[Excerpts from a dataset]
==================================================

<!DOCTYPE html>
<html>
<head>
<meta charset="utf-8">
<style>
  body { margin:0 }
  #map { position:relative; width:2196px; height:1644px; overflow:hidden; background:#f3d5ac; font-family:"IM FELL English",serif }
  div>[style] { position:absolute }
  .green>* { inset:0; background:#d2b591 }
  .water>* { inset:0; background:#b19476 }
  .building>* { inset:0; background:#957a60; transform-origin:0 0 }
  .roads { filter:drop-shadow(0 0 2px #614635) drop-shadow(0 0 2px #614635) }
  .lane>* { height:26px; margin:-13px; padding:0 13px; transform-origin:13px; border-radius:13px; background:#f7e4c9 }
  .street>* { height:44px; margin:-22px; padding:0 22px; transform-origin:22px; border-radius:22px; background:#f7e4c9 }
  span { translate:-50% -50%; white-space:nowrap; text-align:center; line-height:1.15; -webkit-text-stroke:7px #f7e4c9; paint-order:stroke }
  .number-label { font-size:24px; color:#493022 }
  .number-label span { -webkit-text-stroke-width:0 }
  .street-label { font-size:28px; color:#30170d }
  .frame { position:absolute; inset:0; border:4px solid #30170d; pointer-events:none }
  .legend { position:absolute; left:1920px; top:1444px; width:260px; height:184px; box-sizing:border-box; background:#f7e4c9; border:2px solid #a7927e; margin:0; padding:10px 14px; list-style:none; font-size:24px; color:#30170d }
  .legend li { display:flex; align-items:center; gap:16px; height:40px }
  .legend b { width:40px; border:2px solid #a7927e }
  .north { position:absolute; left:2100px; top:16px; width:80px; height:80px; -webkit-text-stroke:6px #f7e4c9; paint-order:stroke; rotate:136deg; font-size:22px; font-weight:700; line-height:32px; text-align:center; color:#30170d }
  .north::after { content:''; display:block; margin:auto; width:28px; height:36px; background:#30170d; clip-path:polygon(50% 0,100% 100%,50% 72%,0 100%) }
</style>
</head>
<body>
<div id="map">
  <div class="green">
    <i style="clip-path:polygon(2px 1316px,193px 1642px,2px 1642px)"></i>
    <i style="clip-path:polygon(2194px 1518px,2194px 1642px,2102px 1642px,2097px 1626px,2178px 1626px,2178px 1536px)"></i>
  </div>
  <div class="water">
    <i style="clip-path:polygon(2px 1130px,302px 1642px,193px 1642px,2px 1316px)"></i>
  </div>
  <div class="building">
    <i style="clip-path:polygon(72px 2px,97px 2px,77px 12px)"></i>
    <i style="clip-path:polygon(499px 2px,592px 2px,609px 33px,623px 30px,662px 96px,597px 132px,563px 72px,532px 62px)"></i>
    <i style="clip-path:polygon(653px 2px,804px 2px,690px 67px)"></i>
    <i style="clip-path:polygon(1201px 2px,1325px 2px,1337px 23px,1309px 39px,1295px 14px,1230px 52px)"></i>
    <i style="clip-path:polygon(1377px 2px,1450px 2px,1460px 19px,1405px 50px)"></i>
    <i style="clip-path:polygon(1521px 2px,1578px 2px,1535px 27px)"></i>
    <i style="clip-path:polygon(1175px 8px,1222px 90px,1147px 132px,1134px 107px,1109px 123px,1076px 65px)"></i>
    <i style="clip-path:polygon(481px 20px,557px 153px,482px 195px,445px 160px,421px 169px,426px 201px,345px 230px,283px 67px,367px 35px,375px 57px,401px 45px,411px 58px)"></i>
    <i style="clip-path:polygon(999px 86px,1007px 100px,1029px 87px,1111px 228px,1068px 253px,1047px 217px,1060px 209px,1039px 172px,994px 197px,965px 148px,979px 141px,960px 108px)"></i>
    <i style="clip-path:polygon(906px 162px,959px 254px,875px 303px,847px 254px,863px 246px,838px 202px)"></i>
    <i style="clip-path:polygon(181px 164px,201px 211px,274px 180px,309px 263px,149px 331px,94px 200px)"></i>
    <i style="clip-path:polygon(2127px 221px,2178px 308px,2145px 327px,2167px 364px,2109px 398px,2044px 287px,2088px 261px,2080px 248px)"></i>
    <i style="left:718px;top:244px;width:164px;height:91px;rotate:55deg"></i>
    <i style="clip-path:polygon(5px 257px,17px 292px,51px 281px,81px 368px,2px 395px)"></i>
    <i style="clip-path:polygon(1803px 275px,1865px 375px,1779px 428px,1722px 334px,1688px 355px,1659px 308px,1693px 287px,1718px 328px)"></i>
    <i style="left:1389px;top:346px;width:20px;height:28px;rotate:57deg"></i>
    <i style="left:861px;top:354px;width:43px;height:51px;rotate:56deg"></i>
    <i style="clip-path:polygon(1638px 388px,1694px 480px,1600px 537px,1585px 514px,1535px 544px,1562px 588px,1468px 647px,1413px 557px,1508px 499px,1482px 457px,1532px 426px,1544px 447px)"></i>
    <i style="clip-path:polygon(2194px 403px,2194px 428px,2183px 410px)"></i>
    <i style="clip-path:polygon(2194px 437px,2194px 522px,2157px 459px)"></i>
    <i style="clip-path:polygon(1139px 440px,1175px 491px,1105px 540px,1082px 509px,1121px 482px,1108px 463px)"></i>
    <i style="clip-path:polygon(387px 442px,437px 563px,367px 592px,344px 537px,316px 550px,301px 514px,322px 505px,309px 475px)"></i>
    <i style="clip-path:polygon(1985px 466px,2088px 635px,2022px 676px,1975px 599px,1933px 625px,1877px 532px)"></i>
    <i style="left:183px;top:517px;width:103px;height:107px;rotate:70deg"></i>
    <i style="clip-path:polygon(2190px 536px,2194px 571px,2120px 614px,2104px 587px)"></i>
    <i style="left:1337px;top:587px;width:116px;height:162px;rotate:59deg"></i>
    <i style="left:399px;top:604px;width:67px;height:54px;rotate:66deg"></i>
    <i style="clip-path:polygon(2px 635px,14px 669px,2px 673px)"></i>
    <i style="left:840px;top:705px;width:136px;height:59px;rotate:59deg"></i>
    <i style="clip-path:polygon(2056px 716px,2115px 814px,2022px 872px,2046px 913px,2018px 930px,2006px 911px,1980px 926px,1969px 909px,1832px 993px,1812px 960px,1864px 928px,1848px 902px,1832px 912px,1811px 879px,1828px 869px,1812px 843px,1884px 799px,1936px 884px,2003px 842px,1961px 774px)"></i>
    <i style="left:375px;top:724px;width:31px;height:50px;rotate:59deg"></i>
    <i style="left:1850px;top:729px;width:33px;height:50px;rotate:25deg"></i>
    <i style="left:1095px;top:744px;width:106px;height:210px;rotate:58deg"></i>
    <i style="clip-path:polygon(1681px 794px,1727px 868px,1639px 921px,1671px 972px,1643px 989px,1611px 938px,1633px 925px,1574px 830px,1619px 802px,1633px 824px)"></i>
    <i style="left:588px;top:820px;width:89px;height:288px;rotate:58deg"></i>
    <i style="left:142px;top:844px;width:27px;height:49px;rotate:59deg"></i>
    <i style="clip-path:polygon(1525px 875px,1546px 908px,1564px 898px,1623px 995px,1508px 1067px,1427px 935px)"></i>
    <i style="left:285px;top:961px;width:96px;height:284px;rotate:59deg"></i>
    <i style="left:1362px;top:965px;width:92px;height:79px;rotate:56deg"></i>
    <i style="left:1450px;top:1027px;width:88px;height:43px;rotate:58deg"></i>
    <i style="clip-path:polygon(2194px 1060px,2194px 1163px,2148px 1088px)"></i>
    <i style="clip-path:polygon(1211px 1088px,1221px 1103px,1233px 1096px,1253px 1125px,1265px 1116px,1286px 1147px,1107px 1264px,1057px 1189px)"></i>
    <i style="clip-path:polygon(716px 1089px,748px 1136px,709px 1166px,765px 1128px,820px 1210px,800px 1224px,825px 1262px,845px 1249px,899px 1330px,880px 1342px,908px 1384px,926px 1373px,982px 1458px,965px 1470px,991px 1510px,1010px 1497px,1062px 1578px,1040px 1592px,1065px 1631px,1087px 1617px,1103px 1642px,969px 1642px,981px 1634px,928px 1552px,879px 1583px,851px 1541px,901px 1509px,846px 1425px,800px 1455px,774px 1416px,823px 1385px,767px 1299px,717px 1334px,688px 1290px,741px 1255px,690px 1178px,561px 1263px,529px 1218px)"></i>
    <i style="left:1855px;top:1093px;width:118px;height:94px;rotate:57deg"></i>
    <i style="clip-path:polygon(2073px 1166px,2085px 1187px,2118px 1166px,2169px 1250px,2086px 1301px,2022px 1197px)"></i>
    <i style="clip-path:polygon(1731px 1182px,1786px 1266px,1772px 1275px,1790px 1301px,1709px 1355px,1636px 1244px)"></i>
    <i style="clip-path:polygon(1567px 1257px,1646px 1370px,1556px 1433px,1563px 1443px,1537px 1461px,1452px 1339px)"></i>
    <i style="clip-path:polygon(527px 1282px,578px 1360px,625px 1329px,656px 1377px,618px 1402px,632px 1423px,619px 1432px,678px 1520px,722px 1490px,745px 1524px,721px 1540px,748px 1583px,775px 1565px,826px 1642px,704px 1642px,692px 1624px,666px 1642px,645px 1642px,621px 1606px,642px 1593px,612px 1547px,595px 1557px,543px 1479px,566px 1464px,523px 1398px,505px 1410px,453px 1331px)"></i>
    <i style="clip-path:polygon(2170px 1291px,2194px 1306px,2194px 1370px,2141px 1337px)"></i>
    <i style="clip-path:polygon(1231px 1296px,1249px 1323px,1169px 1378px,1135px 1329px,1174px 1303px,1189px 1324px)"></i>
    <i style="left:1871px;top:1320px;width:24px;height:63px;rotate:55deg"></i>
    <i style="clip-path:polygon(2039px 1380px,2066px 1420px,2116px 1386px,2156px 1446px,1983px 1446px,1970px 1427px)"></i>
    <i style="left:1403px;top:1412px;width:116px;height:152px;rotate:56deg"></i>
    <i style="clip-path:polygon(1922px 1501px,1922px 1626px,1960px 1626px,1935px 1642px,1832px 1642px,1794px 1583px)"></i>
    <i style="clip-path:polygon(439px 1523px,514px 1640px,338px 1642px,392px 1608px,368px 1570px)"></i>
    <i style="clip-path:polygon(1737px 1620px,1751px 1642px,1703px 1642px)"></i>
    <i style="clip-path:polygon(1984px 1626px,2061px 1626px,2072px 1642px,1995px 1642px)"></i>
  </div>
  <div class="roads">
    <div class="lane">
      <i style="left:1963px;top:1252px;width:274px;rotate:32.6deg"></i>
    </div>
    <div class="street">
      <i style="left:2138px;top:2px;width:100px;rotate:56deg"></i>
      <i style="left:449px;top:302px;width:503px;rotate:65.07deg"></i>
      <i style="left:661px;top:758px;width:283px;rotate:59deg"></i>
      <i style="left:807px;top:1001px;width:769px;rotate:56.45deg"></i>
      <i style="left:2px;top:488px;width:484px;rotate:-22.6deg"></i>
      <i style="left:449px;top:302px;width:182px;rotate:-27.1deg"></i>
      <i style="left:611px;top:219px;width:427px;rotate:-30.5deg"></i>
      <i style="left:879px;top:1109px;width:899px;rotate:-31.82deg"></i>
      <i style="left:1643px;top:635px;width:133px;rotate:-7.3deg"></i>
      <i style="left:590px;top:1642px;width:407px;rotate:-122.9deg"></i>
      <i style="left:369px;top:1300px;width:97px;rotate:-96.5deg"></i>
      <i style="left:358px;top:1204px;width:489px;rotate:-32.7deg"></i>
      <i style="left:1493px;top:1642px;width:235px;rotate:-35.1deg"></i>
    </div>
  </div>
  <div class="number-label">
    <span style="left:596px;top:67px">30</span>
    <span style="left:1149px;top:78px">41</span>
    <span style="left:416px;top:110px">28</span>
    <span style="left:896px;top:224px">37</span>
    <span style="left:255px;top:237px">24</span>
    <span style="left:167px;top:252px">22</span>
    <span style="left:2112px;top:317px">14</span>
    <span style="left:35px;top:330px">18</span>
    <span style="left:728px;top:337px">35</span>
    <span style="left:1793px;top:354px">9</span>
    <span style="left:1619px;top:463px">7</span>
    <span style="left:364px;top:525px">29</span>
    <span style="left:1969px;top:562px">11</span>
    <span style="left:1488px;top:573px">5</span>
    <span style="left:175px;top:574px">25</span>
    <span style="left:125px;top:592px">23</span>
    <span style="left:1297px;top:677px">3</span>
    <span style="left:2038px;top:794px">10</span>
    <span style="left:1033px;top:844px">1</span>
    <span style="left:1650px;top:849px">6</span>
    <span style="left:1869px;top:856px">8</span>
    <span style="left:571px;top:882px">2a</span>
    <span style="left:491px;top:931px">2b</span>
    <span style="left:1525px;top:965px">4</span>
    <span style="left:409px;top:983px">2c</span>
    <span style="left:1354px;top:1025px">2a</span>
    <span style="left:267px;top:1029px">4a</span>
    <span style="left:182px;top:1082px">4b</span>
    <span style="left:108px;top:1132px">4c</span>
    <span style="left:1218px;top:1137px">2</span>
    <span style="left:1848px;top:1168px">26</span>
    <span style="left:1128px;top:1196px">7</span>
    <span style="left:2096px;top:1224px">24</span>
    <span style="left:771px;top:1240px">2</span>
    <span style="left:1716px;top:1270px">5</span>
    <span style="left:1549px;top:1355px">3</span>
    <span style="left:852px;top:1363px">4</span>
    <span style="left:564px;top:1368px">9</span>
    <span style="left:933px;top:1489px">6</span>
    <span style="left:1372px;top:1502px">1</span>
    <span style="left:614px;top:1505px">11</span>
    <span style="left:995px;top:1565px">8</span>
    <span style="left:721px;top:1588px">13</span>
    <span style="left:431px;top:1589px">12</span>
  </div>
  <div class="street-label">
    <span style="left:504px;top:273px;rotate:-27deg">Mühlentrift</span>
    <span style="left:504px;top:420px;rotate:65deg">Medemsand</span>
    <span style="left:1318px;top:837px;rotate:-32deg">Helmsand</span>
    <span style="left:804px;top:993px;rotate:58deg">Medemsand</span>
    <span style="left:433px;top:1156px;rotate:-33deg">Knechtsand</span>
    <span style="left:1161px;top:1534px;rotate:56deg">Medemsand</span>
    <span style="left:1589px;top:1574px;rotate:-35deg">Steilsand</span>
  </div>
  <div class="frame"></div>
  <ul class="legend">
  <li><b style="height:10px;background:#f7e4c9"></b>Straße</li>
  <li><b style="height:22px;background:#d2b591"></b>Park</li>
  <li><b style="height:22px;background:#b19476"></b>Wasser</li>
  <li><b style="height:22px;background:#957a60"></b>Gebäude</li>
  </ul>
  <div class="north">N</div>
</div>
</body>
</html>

==================================================

Output exactly the span of lines beginning at the first line of the records and ending at the line that holds "filter:drop-shadow(0 0 2px", inclusive, with no other text.

[ANSWER SECTION]:
<!DOCTYPE html>
<html>
<head>
<meta charset="utf-8">
<style>
  body { margin:0 }
  #map { position:relative; width:2196px; height:1644px; overflow:hidden; background:#f3d5ac; font-family:"IM FELL English",serif }
  div>[style] { position:absolute }
  .green>* { inset:0; background:#d2b591 }
  .water>* { inset:0; background:#b19476 }
  .building>* { inset:0; background:#957a60; transform-origin:0 0 }
  .roads { filter:drop-shadow(0 0 2px #614635) drop-shadow(0 0 2px #614635) }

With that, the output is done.